Très honnêtement, il semble que oui. A Saint-Louis ou à l’UCL, les quelques étudiants que nous arrachons à leur premier "blocus" ne se posent pas encore la question des débouchés. Et les aléas de la vie d’avocat ou de magistrat, ils les regardent de loin. "Je ne connais évidemment pas tous les étudiants, mais la population qui suit mes cours n’a pas énormément changé au fil des années, confirme Anne Rasson-Roland, professeur de l’UCL. Au début de leurs études, ils ne se montrent en effet pas très conscients de ce que pourra être la suite."
Désillusion et manque de confiance
C’est au fil des ans cependant que les questions s’amoncellent. "Mes études de droit m’ont passionné, raconte Philippe qui vient de clôturer son mémoire pour le compte de l’UCL. Je les avais entreprises un peu par hasard, mais elles m’ont permis de comprendre le monde et d’avoir une vue d’ensemble sur la société."
Comprendre le monde et comprendre la justice ? Philippe le reconnaît, ce ne fut pas toujours à l’avantage de cette dernière. "Honnêtement, je dois avouer qu’au fil des ans, et parfois des exposés très critiques de nos professeurs, la justice n’a pas monté dans mon estime, j’ai même un peu perdu confiance en elle."
"Ma désillusion est grande, regrette de son côté Olivia (prénom d’emprunt) qui poursuit des cours de droit en orientation civile et pénale à l’ULB. J’ai choisi mes études par idéal, je voulais rendre la justice, mais quand je vois comment cela se passe, quand je vois le manque de financement, je suis totalement découragée.
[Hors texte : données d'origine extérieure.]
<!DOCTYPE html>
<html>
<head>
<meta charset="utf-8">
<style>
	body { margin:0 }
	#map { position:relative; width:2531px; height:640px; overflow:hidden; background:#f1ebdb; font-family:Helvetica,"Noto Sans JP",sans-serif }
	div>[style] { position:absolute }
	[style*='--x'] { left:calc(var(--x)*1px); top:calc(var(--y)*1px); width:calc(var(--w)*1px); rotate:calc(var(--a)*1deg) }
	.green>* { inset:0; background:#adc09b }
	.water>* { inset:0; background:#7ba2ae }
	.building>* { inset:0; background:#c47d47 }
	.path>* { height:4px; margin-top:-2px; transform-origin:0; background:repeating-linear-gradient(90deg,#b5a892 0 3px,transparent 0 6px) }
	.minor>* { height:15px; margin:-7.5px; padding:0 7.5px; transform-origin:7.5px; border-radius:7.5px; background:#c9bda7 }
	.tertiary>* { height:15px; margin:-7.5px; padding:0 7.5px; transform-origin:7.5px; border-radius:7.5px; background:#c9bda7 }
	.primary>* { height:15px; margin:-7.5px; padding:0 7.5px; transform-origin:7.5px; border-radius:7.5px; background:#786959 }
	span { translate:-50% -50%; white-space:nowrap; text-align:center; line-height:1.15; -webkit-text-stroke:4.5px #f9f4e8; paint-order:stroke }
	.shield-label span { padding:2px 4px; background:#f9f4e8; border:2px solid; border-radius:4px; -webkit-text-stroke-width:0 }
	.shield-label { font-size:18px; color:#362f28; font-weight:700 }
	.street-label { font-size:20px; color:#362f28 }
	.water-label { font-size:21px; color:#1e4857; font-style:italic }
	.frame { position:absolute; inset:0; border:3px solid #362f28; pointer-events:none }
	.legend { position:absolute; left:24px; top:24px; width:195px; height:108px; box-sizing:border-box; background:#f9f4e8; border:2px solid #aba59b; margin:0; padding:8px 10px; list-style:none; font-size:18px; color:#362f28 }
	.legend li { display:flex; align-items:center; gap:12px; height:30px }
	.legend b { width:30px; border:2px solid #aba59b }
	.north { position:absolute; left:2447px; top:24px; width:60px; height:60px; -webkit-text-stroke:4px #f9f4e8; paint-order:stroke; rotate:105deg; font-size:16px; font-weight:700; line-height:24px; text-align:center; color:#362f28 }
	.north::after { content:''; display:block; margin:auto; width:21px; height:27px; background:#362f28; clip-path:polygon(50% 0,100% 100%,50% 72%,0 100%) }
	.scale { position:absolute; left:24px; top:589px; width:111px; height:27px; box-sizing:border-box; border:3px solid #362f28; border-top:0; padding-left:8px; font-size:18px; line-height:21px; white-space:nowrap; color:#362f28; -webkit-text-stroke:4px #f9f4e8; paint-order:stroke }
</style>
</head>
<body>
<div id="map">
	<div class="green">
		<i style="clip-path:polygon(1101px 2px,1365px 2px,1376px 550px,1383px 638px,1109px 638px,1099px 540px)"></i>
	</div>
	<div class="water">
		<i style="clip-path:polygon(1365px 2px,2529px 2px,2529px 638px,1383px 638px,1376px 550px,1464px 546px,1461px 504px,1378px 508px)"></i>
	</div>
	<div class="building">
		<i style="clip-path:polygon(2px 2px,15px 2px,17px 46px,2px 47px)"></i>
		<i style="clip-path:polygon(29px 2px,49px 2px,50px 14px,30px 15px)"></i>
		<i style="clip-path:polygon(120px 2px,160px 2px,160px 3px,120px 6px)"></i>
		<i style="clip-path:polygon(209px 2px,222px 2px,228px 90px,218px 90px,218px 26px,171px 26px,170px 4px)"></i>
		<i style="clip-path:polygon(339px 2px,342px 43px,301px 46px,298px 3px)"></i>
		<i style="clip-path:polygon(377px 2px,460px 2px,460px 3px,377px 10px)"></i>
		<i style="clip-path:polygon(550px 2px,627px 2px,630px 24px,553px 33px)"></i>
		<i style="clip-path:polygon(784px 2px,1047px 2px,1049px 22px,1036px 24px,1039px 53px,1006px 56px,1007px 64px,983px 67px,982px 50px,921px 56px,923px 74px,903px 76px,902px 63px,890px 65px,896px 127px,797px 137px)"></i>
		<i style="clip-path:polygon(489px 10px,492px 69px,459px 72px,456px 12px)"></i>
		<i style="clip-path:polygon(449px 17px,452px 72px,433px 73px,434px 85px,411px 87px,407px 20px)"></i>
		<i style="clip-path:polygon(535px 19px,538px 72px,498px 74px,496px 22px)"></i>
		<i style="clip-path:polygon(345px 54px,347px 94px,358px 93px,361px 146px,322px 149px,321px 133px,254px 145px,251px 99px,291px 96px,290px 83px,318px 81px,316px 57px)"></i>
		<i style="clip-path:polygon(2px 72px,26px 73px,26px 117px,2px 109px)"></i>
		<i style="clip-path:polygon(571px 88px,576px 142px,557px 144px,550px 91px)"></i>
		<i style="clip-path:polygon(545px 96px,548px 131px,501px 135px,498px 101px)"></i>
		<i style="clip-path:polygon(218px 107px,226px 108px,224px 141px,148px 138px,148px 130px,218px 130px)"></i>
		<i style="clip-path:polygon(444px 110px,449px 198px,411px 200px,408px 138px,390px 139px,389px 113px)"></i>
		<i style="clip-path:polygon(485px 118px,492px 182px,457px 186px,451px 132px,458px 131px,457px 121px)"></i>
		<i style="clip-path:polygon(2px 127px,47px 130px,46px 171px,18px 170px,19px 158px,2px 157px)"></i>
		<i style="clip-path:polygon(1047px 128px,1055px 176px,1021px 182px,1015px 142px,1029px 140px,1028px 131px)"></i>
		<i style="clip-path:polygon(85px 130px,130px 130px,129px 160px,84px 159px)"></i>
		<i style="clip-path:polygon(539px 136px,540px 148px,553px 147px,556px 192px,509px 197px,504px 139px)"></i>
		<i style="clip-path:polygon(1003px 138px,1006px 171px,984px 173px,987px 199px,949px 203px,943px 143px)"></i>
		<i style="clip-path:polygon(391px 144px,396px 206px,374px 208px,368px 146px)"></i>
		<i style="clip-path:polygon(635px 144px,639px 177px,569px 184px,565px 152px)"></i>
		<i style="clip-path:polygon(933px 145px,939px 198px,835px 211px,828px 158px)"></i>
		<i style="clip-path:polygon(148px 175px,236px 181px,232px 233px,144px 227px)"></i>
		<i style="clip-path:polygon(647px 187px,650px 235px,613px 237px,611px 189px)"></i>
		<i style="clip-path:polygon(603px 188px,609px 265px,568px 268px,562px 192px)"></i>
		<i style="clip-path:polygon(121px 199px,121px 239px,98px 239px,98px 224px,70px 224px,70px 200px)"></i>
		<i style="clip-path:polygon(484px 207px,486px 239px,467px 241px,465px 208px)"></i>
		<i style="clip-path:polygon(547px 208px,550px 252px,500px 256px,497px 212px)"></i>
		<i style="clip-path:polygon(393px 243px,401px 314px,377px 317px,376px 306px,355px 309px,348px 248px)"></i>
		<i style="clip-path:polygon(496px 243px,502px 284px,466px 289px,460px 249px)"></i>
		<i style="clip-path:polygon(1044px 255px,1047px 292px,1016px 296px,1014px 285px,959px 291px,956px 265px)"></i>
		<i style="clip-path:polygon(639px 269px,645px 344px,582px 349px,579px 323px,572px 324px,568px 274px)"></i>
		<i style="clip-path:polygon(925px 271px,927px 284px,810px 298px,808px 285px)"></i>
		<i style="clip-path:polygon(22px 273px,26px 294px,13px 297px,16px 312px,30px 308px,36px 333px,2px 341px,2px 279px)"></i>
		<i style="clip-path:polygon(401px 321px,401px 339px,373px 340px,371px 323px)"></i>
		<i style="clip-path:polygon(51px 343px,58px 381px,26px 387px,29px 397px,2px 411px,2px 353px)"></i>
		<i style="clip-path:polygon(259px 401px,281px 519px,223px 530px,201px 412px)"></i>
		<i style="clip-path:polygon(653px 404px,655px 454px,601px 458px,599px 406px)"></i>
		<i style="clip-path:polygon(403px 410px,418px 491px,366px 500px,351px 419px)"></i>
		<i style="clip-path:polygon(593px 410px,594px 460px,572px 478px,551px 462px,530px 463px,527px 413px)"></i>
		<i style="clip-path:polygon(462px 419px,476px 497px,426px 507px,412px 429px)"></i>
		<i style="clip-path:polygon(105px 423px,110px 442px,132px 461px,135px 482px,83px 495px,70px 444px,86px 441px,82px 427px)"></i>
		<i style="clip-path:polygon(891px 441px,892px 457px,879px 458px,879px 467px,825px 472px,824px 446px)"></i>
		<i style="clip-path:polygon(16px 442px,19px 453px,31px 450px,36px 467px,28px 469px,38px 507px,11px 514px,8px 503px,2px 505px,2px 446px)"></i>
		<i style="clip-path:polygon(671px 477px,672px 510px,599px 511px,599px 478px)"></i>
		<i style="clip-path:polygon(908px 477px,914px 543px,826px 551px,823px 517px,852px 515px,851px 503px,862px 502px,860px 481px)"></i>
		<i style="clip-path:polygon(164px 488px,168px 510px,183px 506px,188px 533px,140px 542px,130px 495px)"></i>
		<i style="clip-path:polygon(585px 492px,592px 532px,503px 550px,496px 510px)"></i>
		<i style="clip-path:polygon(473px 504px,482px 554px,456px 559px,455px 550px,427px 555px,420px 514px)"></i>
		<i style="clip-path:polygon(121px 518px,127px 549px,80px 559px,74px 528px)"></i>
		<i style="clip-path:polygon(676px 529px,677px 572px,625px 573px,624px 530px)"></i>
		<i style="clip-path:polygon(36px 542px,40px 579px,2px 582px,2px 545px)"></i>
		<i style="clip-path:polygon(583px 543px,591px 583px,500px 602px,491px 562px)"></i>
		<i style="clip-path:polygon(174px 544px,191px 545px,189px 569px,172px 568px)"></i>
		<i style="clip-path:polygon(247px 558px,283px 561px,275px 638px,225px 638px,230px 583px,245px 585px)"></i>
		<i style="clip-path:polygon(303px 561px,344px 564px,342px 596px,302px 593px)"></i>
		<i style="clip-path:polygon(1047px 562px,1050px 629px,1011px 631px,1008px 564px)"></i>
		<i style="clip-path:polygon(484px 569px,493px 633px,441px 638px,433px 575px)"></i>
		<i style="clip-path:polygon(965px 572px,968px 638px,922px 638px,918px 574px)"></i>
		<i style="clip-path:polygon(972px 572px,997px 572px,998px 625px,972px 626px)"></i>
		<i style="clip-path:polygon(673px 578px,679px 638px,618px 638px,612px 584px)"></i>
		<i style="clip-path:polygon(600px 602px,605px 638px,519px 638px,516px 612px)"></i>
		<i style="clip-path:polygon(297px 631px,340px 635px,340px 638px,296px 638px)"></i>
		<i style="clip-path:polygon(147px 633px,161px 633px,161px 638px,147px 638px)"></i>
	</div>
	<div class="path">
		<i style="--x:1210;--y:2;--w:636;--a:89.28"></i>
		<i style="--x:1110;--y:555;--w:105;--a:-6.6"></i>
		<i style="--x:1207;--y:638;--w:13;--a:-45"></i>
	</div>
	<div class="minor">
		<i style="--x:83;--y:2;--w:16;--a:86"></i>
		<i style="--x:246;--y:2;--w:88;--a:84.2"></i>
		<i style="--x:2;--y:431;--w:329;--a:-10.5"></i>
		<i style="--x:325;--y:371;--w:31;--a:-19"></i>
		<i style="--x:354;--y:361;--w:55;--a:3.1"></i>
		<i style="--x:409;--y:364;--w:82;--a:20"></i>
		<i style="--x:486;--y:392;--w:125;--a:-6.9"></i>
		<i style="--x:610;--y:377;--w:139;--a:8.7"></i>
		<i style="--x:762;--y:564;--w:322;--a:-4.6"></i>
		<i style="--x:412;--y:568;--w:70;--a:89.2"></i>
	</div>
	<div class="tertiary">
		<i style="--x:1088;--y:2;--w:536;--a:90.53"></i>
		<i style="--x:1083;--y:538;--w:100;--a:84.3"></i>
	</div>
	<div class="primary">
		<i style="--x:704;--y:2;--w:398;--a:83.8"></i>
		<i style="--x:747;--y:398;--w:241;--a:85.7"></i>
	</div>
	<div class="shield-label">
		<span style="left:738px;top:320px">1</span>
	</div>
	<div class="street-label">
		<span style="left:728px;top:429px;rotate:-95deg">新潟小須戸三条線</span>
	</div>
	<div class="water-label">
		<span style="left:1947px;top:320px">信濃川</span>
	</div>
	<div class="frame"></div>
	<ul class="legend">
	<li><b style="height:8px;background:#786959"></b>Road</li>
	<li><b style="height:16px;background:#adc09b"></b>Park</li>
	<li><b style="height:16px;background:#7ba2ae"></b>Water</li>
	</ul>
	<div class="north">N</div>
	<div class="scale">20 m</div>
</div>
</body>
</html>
Je vais quand même tenter le barreau mais je garde un œil sur d’autres possibilités, car la vie d’un avocat, ce n’est pas la gloire à laquelle on aspirait."
L’idéal et la réalité
Valentine, qui a suivi le même parcours à l’UCL, ne dit pas autre chose. Comme pour d’autres, le barreau lui fait peur. "Il y a beaucoup de pression, beaucoup de concurrence, ne fût-ce que pour trouver un stage. Et puis les horaires sont lourds, peu payés."
Un peu plus âgée, Marie (prénom d’emprunt) raconte qu’elle a préféré s’engager dans le privé en tant que spécialiste du droit commercial. "La justice ne me donnait plus envie. Tout y devient procédurier, long et pesant. Et en matière de droit commercial par exemple, la justice est totalement dépassée. Elle est ringarde et ne comprend plus les évolutions. Elle n’a même plus les clés et les connaissances économiques désormais nécessaires pour dénouer un contentieux. La justice n’est plus un environnement positif qui donne envie de s’y investir. Le privé m’offrait plus de perspectives."
Le fossé qui existe entre l’idéal de certains futurs juristes, et la technicité des études ou l’image que véhicule la justice, Anne Rasson-Roland le rencontre régulièrement. "Cela en décourage beaucoup, et c’est pour cela que j’essaye de faire en sorte que les étudiants sortent des auditoires pour qu’ils rencontrent des acteurs de terrain, des associations ou de belles initiatives. C’est alors qu’ils remarquent que le jeu en vaut la chandelle, et qu’ils pourront vraiment incarner un idéal."
Pauline et Rebecca, orientées elles aussi vers le droit pénal, ne peuvent qu’acquiescer. Mais les études comme l’image de la justice n’auront pas eu raison de leur idéal. Toutes les deux souhaitent encore s’inscrire au barreau pour le "côté social" de la mission. "Ce n’est pas la conjoncture difficile qui va nous décourager, insiste Pauline. Au contraire même, il y a plein de défis, c’est motivant. On a envie de dire que l’on arrive, que la jeune génération se forme et qu’elle va contribuer à redresser tout cela."